Collected data

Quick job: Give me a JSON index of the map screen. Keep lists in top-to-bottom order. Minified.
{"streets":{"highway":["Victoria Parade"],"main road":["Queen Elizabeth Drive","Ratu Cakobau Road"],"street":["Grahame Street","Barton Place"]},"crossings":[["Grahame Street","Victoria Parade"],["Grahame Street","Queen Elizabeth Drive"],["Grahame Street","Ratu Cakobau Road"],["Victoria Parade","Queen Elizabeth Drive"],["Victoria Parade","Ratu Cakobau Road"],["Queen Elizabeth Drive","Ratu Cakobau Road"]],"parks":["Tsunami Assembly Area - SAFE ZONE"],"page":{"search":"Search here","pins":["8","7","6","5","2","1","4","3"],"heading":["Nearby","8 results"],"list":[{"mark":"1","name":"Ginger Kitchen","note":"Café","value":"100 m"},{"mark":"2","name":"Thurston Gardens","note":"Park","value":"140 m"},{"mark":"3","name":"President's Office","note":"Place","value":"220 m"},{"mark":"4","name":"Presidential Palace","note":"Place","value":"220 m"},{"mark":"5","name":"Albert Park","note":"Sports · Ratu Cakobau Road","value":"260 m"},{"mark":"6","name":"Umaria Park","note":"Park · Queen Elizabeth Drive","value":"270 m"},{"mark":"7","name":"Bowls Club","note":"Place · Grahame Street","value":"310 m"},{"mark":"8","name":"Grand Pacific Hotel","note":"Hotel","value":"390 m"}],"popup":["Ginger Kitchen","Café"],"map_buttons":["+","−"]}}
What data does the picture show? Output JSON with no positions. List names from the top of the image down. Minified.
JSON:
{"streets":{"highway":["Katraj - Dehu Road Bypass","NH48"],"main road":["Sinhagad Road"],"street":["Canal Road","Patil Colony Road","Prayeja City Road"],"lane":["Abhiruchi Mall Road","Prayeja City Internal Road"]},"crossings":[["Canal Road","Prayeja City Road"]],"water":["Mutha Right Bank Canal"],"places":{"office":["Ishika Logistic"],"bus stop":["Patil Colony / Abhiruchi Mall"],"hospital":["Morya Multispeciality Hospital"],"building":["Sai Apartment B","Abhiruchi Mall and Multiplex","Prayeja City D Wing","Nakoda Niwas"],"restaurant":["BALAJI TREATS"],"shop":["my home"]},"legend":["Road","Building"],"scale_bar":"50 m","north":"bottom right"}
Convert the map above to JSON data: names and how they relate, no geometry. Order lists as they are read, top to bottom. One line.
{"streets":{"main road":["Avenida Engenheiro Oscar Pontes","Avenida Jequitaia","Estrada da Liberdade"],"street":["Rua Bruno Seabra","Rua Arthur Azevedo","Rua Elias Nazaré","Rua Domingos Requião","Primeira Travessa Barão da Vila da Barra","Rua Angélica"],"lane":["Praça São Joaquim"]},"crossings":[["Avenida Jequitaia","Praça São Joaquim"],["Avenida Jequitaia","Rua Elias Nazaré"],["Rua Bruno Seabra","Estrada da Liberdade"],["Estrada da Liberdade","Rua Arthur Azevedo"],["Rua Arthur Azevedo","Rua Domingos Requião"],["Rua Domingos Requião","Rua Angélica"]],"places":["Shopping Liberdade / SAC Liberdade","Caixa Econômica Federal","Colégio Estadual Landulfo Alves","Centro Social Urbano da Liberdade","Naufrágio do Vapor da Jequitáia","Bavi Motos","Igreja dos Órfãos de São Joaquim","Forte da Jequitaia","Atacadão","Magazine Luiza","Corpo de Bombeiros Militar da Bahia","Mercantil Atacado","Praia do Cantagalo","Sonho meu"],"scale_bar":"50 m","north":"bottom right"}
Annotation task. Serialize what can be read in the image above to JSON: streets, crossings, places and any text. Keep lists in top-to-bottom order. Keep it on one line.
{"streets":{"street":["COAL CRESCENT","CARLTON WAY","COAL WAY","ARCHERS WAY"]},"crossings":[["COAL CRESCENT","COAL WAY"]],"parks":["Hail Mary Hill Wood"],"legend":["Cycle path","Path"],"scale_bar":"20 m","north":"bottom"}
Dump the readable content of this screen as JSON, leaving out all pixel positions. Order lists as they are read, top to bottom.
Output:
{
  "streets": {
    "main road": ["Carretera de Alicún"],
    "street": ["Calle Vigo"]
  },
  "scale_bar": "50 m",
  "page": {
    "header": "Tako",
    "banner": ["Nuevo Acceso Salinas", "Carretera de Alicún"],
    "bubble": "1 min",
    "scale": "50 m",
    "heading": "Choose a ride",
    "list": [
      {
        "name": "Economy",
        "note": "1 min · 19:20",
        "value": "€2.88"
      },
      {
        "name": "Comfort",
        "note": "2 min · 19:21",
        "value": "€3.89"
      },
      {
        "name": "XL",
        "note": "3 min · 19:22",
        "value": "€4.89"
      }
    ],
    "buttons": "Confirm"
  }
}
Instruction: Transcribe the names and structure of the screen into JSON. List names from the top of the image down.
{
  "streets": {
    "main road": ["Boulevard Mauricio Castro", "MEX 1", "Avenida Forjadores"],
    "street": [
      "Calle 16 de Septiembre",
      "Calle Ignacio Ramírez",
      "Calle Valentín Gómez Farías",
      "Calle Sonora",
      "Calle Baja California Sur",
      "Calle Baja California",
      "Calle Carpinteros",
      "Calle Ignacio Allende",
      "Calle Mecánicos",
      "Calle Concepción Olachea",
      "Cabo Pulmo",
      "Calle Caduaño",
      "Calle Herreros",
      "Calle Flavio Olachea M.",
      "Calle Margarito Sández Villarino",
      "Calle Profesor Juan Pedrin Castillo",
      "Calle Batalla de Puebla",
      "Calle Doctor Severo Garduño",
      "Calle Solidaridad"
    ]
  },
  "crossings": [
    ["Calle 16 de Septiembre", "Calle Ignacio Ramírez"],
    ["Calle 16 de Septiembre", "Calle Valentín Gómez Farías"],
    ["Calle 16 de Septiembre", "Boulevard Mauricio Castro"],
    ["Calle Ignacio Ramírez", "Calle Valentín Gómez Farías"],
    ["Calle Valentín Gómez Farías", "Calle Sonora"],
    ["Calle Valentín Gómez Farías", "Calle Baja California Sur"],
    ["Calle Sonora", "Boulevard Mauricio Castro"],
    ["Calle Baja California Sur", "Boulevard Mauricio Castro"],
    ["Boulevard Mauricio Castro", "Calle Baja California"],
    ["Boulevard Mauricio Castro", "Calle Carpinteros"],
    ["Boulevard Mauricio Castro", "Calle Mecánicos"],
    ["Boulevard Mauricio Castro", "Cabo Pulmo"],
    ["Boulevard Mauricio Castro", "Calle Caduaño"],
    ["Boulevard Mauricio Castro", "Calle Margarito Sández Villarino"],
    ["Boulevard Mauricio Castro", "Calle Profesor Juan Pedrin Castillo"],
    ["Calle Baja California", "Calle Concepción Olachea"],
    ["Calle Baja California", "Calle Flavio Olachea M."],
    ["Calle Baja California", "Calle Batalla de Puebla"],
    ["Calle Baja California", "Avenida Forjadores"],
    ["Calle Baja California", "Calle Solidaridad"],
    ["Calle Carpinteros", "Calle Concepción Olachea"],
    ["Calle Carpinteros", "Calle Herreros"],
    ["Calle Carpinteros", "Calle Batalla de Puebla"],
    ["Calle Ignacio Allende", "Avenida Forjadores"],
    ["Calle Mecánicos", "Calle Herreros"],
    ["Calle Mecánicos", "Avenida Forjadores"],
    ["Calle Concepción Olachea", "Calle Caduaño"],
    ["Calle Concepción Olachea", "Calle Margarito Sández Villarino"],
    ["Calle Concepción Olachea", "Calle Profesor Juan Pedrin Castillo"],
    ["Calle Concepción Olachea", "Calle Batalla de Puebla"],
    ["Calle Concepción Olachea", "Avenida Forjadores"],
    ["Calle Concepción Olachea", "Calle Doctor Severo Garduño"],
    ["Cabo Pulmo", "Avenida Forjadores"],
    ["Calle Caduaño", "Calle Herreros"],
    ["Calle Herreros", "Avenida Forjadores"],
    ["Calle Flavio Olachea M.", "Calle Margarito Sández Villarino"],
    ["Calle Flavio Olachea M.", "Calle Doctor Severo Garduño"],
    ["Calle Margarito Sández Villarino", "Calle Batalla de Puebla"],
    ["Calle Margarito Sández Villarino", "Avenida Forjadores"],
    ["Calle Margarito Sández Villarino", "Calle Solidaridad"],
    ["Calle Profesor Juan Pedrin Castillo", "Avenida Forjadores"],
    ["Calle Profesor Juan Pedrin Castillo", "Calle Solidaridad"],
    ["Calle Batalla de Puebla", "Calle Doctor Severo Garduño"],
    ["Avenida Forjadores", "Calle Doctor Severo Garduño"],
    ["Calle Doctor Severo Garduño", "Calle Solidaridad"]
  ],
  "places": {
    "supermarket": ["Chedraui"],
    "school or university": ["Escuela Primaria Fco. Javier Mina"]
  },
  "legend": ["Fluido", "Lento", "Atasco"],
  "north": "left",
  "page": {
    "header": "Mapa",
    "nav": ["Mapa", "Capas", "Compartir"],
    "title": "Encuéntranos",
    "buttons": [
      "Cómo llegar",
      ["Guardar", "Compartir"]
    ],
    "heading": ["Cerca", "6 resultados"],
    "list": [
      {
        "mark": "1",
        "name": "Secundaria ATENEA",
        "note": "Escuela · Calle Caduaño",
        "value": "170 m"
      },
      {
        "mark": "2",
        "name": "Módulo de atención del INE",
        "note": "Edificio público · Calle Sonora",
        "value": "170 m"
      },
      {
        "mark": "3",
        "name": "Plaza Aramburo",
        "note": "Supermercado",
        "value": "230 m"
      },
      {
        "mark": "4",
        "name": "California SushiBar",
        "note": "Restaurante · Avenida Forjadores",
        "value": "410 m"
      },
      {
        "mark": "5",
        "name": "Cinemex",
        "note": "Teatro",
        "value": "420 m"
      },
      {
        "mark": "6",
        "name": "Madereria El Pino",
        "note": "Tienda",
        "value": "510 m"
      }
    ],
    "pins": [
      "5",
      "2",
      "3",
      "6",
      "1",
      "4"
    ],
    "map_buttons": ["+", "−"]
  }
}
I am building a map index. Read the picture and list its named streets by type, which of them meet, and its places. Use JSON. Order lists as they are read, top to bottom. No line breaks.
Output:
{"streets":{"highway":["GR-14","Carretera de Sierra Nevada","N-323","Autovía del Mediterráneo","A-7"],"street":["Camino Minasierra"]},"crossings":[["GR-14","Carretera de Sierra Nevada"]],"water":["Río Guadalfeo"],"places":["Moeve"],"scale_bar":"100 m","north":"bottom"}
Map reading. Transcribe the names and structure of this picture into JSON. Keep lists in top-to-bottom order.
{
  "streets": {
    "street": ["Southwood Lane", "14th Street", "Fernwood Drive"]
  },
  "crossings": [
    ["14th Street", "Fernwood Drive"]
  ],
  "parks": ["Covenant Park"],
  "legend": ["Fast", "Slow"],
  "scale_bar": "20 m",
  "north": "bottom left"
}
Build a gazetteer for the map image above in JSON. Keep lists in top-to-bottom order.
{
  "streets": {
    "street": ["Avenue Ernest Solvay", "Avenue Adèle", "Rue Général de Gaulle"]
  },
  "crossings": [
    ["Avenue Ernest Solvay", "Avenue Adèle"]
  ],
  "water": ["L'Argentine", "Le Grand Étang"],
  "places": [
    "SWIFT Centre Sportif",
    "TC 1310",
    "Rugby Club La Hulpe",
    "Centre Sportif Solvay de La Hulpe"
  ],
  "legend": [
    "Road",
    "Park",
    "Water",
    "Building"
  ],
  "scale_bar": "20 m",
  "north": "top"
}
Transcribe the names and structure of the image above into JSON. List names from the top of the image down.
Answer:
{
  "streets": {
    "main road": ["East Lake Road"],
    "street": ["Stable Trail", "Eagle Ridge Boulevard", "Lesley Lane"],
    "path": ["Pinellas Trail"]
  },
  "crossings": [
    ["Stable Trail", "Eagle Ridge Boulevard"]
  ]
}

- **Task instructions**:
Could you restate, word for word, every line from the one containing "Build a gazetteer" through the last line of the records above, and nothing more?

- **Task answer**:
Build a gazetteer for the map image above in JSON. Keep lists in top-to-bottom order.
{
  "streets": {
    "street": ["Avenue Ernest Solvay", "Avenue Adèle", "Rue Général de Gaulle"]
  },
  "crossings": [
    ["Avenue Ernest Solvay", "Avenue Adèle"]
  ],
  "water": ["L'Argentine", "Le Grand Étang"],
  "places": [
    "SWIFT Centre Sportif",
    "TC 1310",
    "Rugby Club La Hulpe",
    "Centre Sportif Solvay de La Hulpe"
  ],
  "legend": [
    "Road",
    "Park",
    "Water",
    "Building"
  ],
  "scale_bar": "20 m",
  "north": "top"
}
Transcribe the names and structure of the image above into JSON. List names from the top of the image down.
Answer:
{
  "streets": {
    "main road": ["East Lake Road"],
    "street": ["Stable Trail", "Eagle Ridge Boulevard", "Lesley Lane"],
    "path": ["Pinellas Trail"]
  },
  "crossings": [
    ["Stable Trail", "Eagle Ridge Boulevard"]
  ]
}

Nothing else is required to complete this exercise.